▸ **AIM OF THE TASK**: Reproduce the listing below word for word, with no pictures.

################

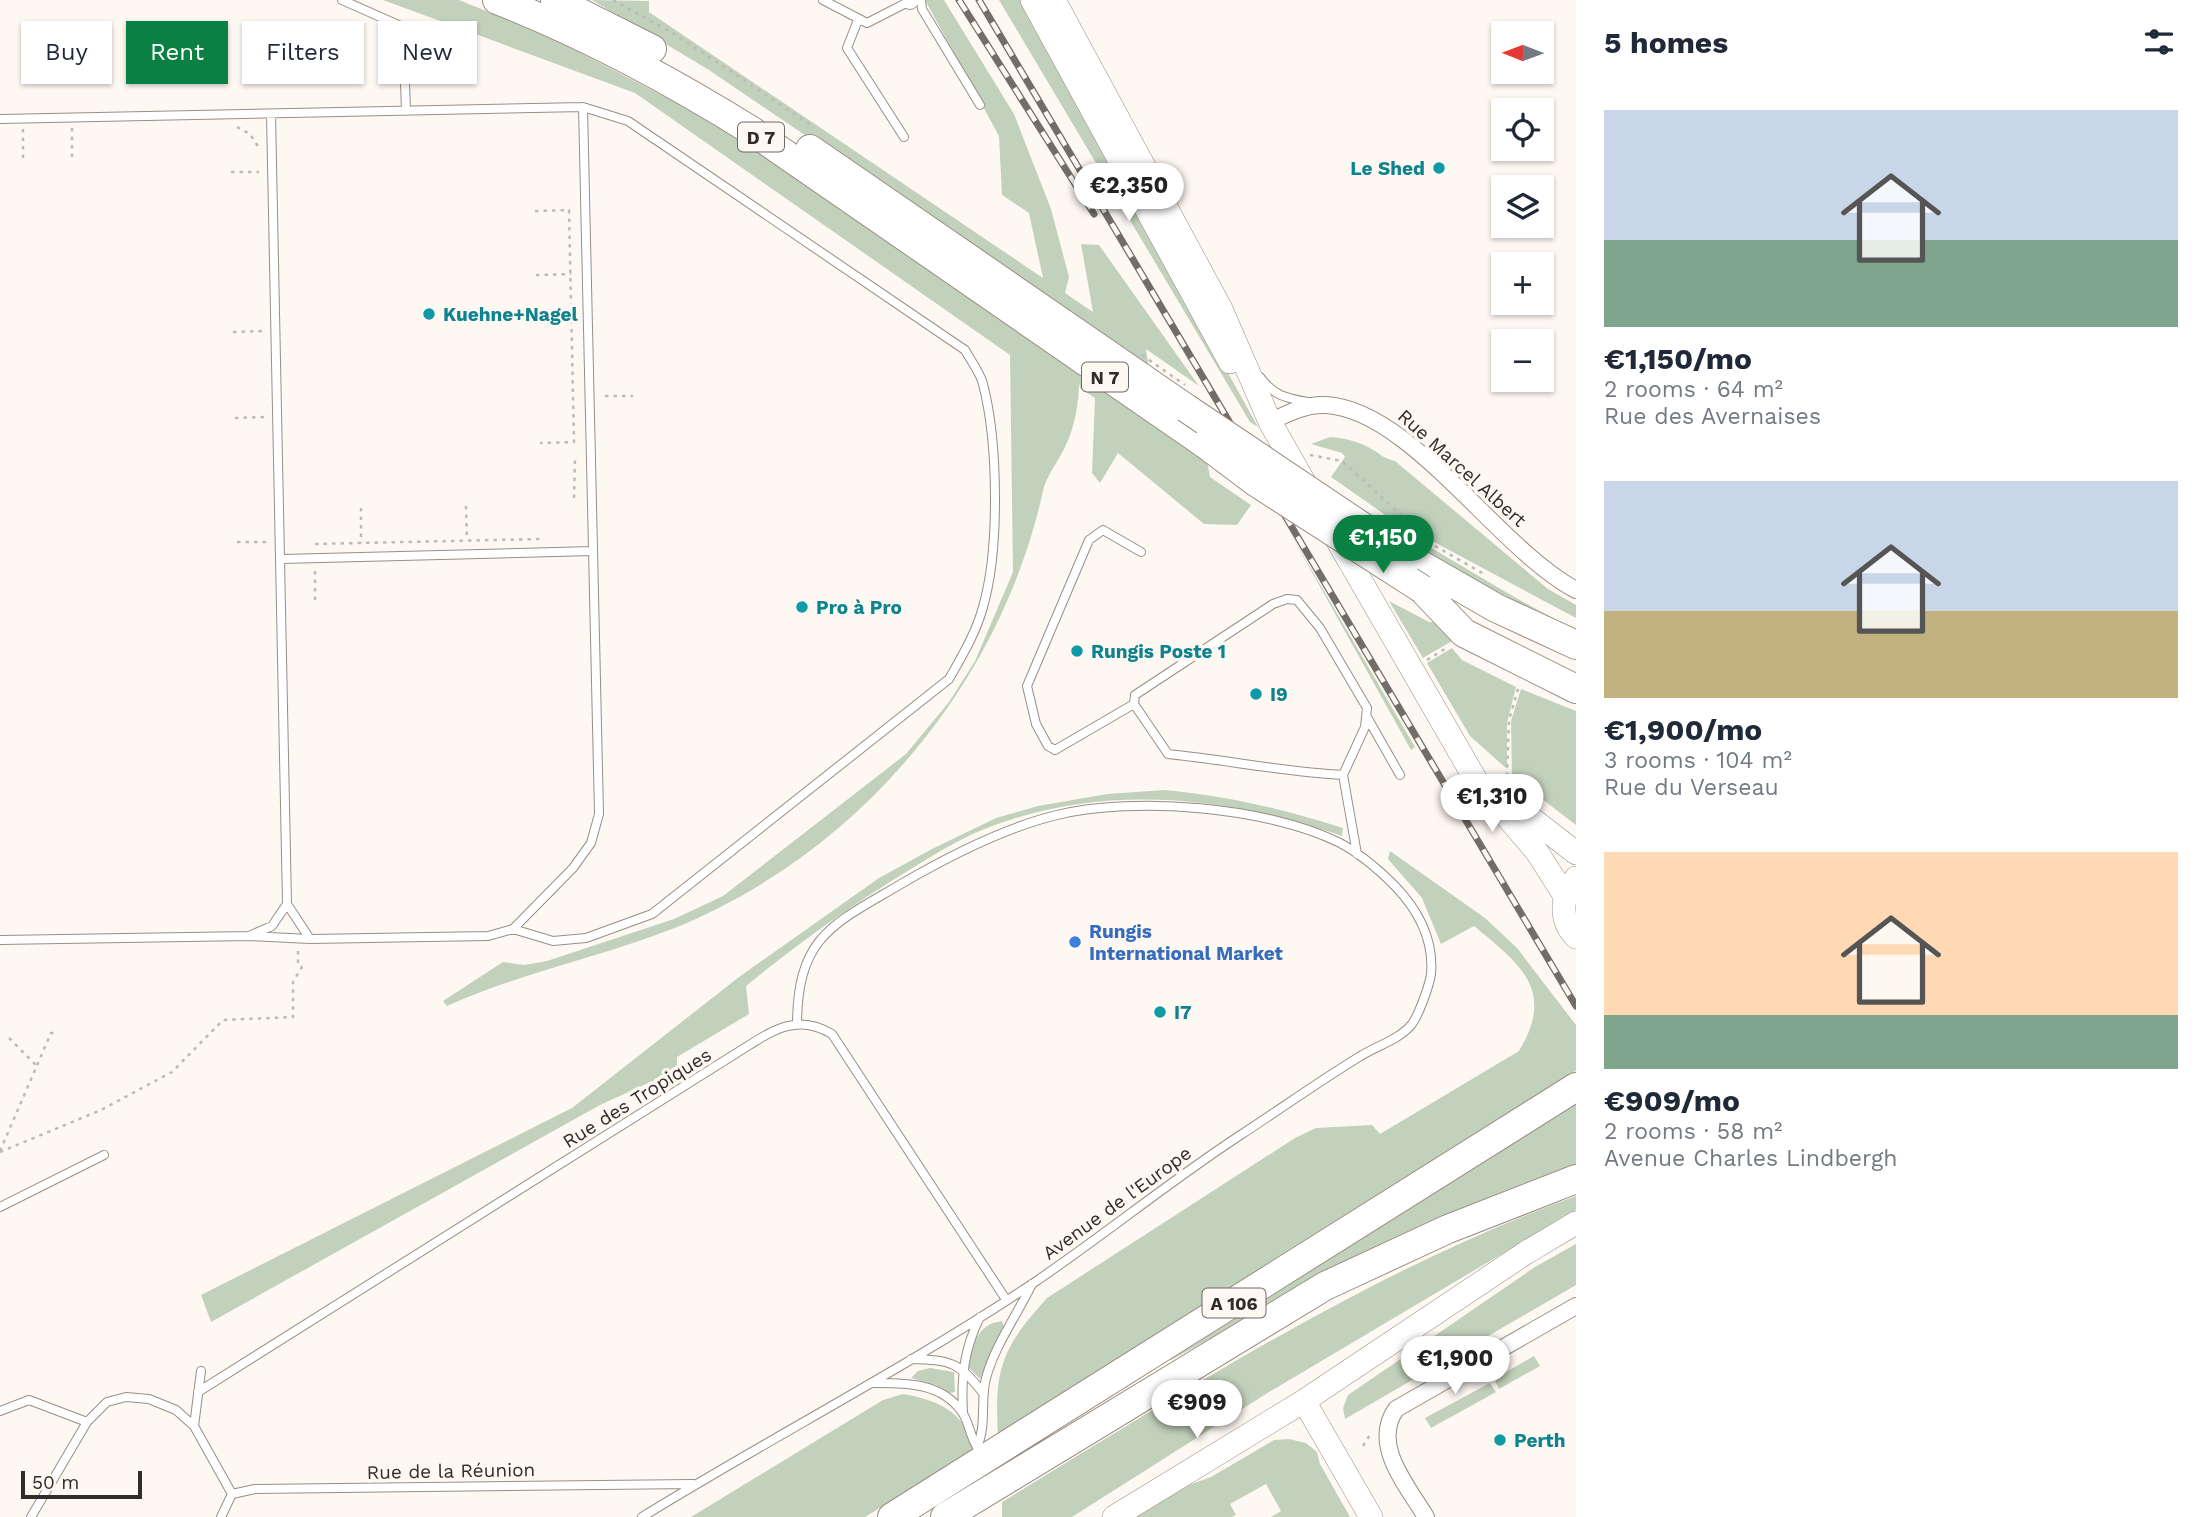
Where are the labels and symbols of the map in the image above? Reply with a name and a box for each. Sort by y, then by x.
north arrow [1491,21,1554,84]
road number: D 7 [738,122,784,152]
place label: Le Shed [1350,157,1425,180]
marker: Le Shed [1431,160,1447,176]
pin: €2,350 [1072,164,1186,223]
place label: Kuehne+Nagel [443,303,579,326]
marker: Kuehne+Nagel [421,306,437,322]
road number: N 7 [1082,362,1128,391]
street label: Rue Marcel Albert [1393,404,1531,532]
pin: €1,150 [1326,516,1440,575]
place label: Pro à Pro [816,596,902,619]
marker: Pro à Pro [794,599,810,615]
place label: Rungis Poste 1 [1091,640,1226,663]
marker: Rungis Poste 1 [1069,643,1085,659]
place label: I9 [1270,683,1288,706]
marker: I9 [1248,686,1264,702]
pin: €1,310 [1435,774,1549,834]
place label: Rungis International Market [1089,920,1284,965]
marker: Rungis International Market [1067,934,1083,950]
place label: I7 [1174,1001,1192,1024]
marker: I7 [1152,1004,1168,1020]
street label: Rue des Tropiques [558,1043,716,1153]
street label: Avenue de l'Europe [1038,1141,1196,1265]
road number: A 106 [1202,1288,1266,1318]
pin: €1,900 [1398,1336,1512,1396]
pin: €909 [1156,1380,1238,1440]
place label: Perth [1514,1429,1566,1452]
marker: Perth [1492,1432,1508,1448]
street label: Rue de la Réunion [367,1458,535,1484]
scale bar [21,1468,142,1500]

################

▸ **EXERCISE SOLUTION**:
Where are the labels and symbols of the map in the image above? Reply with a name and a box for each. Sort by y, then by x.
north arrow [1491,21,1554,84]
road number: D 7 [738,122,784,152]
place label: Le Shed [1350,157,1425,180]
marker: Le Shed [1431,160,1447,176]
pin: €2,350 [1072,164,1186,223]
place label: Kuehne+Nagel [443,303,579,326]
marker: Kuehne+Nagel [421,306,437,322]
road number: N 7 [1082,362,1128,391]
street label: Rue Marcel Albert [1393,404,1531,532]
pin: €1,150 [1326,516,1440,575]
place label: Pro à Pro [816,596,902,619]
marker: Pro à Pro [794,599,810,615]
place label: Rungis Poste 1 [1091,640,1226,663]
marker: Rungis Poste 1 [1069,643,1085,659]
place label: I9 [1270,683,1288,706]
marker: I9 [1248,686,1264,702]
pin: €1,310 [1435,774,1549,834]
place label: Rungis International Market [1089,920,1284,965]
marker: Rungis International Market [1067,934,1083,950]
place label: I7 [1174,1001,1192,1024]
marker: I7 [1152,1004,1168,1020]
street label: Rue des Tropiques [558,1043,716,1153]
street label: Avenue de l'Europe [1038,1141,1196,1265]
road number: A 106 [1202,1288,1266,1318]
pin: €1,900 [1398,1336,1512,1396]
pin: €909 [1156,1380,1238,1440]
place label: Perth [1514,1429,1566,1452]
marker: Perth [1492,1432,1508,1448]
street label: Rue de la Réunion [367,1458,535,1484]
scale bar [21,1468,142,1500]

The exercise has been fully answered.